Tummy tucks are the subject of a lot of disinformation. This can be a complex surgery, so it’s not surprising that there’s confusion regarding how it works and what it can and can’t do for patients. Here’s a list of some of the most common tummy tuck myths, plus some facts to set the record straight.
Tummy Tuck Myth: If People Just Ate Right and Exercised, They Could Get Rid of Their Flabby Stomach
This myth is based on a misunderstanding about what tummy tucks are actually designed to do. This surgery is specifically for patients who are fit, eat a healthy diet and maintain a body weight close to their ideal weight. The procedure does three things:
• Removes excess skin
• Removes excess pockets of fat (if accompanied by liposuction)
• Brings the abdominal muscles back together
Here are the facts: There is no exercise that can tighten loose skin that simply doesn’t have enough elasticity. Aging, extreme weight loss and pregnancy can all create a situation where skin simply doesn’t bounce back any more. If the skin is still sagging after a person has reached and maintained their ideal body weight for some time, it is unlikely that it will tighten up more regardless of exercise.
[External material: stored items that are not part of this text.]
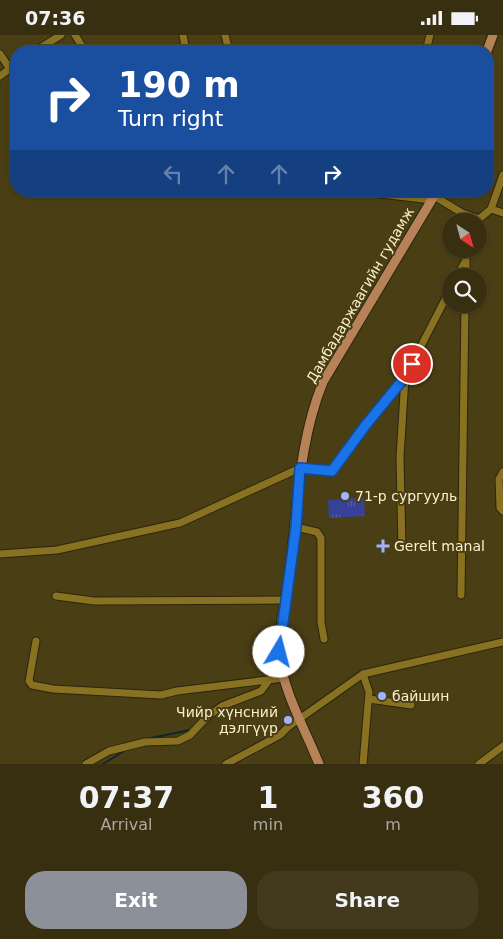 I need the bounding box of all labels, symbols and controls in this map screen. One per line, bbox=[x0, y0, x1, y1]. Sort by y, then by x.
text: 07:36 bbox=[25, 7, 85, 29]
icon: right bbox=[35, 65, 100, 130]
text: 190 m bbox=[118, 65, 240, 105]
text: Turn right bbox=[118, 106, 223, 131]
icon: left bbox=[159, 160, 187, 188]
icon: ahead bbox=[212, 160, 240, 188]
icon: ahead bbox=[265, 160, 293, 188]
icon: right bbox=[318, 160, 346, 188]
street label: Дамбадаржаагийн гудамж bbox=[303, 204, 417, 386]
north arrow bbox=[442, 213, 488, 257]
map controls bbox=[442, 213, 487, 313]
button: search bbox=[442, 268, 487, 313]
pin bbox=[391, 343, 433, 385]
icon: arrive bbox=[398, 350, 426, 378]
place label: 71-р сургууль bbox=[355, 488, 457, 504]
marker: 71-р сургууль bbox=[339, 490, 351, 502]
place label: Gerelt manal bbox=[394, 538, 485, 554]
marker: Gerelt manal bbox=[376, 539, 390, 553]
position arrow bbox=[252, 625, 304, 677]
place label: байшин bbox=[392, 688, 449, 704]
marker: байшин bbox=[376, 690, 388, 702]
place label: Чийр хүнсний дэлгүүр bbox=[176, 704, 278, 736]
marker: Чийр хүнсний дэлгүүр bbox=[282, 714, 294, 726]
text: 07:37 bbox=[79, 780, 174, 815]
text: 1 bbox=[257, 780, 278, 815]
text: 360 bbox=[362, 780, 424, 815]
text: Arrival bbox=[100, 815, 152, 834]
text: min bbox=[253, 815, 283, 834]
text: m bbox=[385, 815, 401, 834]
button: Exit bbox=[25, 871, 247, 929]
button: Share bbox=[257, 871, 478, 929]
What about that little roll of fat on the abdomen? If there were exercises that really would “target” fat in specific areas, no one would have a stomach pooch. While patients can control their overall weight loss, there isn’t a way to burn fat in a specific area of the body. That’s not how the human metabolism works – despite what you may see in infomercials.
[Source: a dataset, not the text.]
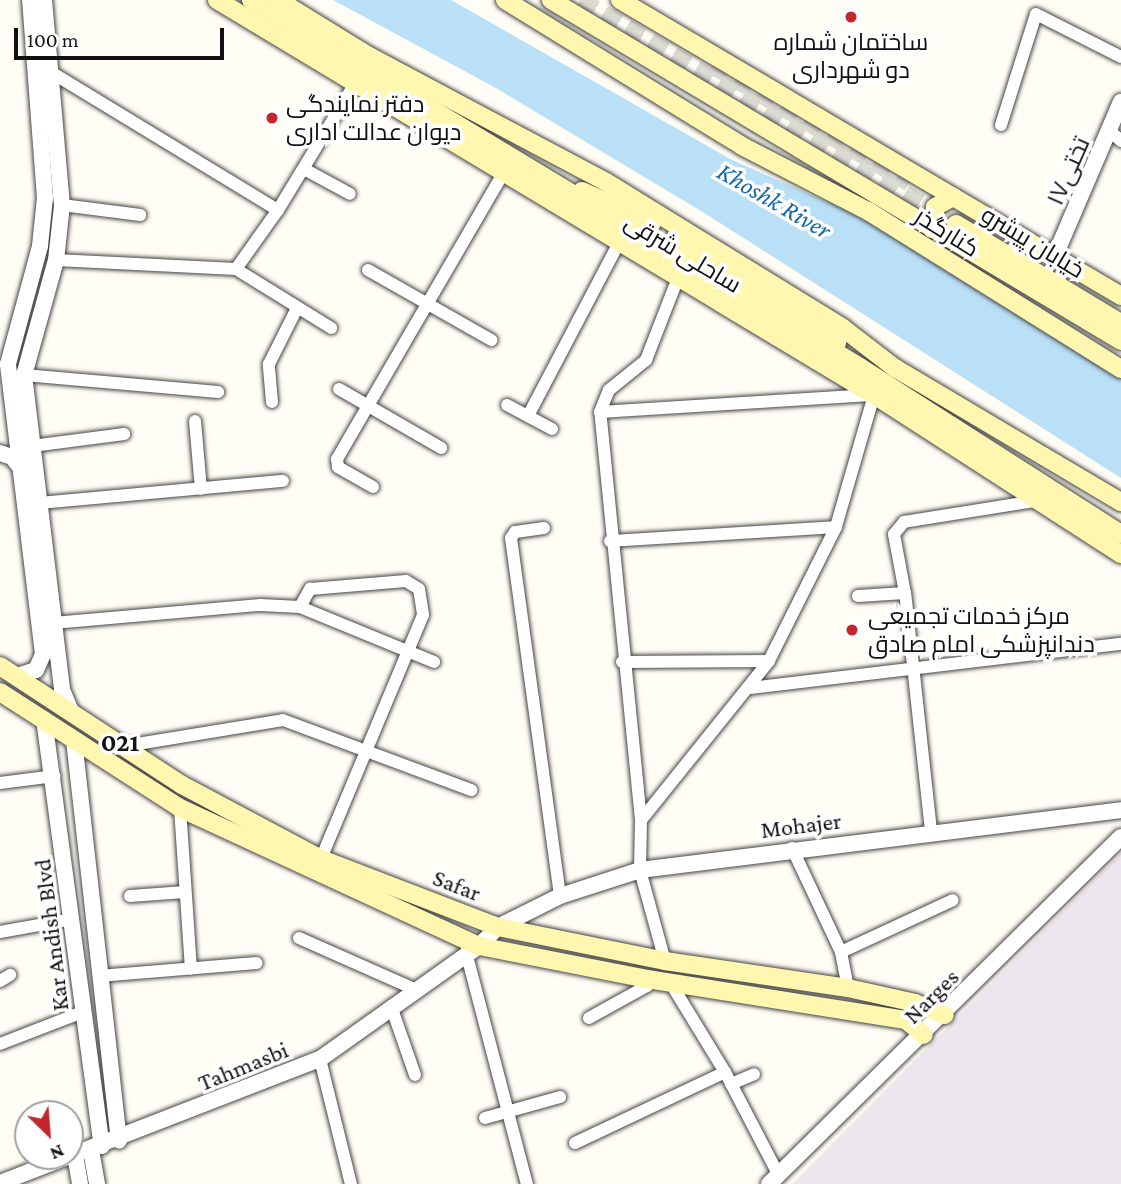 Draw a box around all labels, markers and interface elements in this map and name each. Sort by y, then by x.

Finally, there is the issue of abdominal separation. Diastasis recti is a medical condition that involves the thinning and weakening of the connective tissue on the midline of the abdomen. This tissue is what holds the abs tightly together. When the tissue separates, the abs move further apart and the upper and/or lower abdomen may bulge outward as a result. This has nothing to do with being fat, and weight loss won’t help. Doing sit ups won’t fix the problem either – they may make it worse.
As you can see, blaming people who want a tummy tuck for not having the will power to get themselves in shape is off base. The problems addressed by tummy tucks simply don’t have other solutions.
Tummy Tuck Myth: Tummy Tucks are for Women Only
Actually, men can and do get abdominoplasty surgery as well. Obviously, they don’t do this as part of a “mommy makeover” to get back their pre-pregnancy figure. However, if a man loses a lot of weight, he can end up with saggy, droopy skin and small areas of stubborn fat that can be successfully addressed with a tummy tuck. The factors that make a male patient a good candidate for this procedure (overall health, stable weight, non-smoker, etc.) are the same as the criteria for female patients. The procedure itself, the risks, and the recovery are all similar for men and women.
Tummy Tuck Myth: Liposuction Is Always a Part of the Tummy Tuck Procedure
Liposuction is often used during tummy tucks for additional sculpting of the waistline and surrounding areas. However, you shouldn’t assume that lipo is included in your procedure. Instead, talk to your plastic surgeon about the specific areas of fat that you want to address. Your surgeon can explain what areas of your abdomen can be smoothed by abdominoplasty and how liposuction might be used in combination with the tummy tuck to achieve your desired results. Having liposuction along with your tummy tuck may affect the overall price of your surgery and entail additional risks.
Tummy Tuck Myth: Tummy Tucks are Great for Removing Stretch Marks
Unfortunately, abdominoplasty will only remove stretch marks that are on the lower abdomen. Even there, the removal may only be partial depending on how large and extensive the marks are. You really don’t want the surgeon to take off more skin than necessary just to get rid of the stretch marks. Improving the overall contour of your stomach is the important thing. So, during your consultation you should discuss your stretch marks and get an idea of which ones are in the area of skin that will be removed and which ones will remain after surgery. If your stretch marks are red or pink, there are cosmetic laser therapies that may help fade them.
Tummy Tuck Myth: A C-Section is the Perfect Opportunity to Have a Tummy Tuck
The end of a pregnancy is precisely the wrong time to have cosmetic surgery of any kind. This is when your body weight is at its highest and your abdominal muscles and skin are stretched completely out of shape. If a surgeon starts removing skin and excess fat and suturing connective tissue at this point, there is absolutely no telling what the results will look like as you heal.
You should let your body bounce back as much as it will on its own before you consider tummy tuck surgery. This is actually the fastest and most efficient way to get the body that you want. Remember, the ideal candidate for a tummy tuck is within a few pounds of her ideal body weight to start with. The less drastic the changes made during the abdominoplasty, the more likely you are to have a good aesthetic outcome. Besides all that, c-sections and tummy tucks may share some of the same incision area, but they are not overlapping or similar procedures in any other way. You need your full strength to take care of your baby in the first months of his or her life. Trying to recover from two major surgeries instead of one would put far too much strain on your body.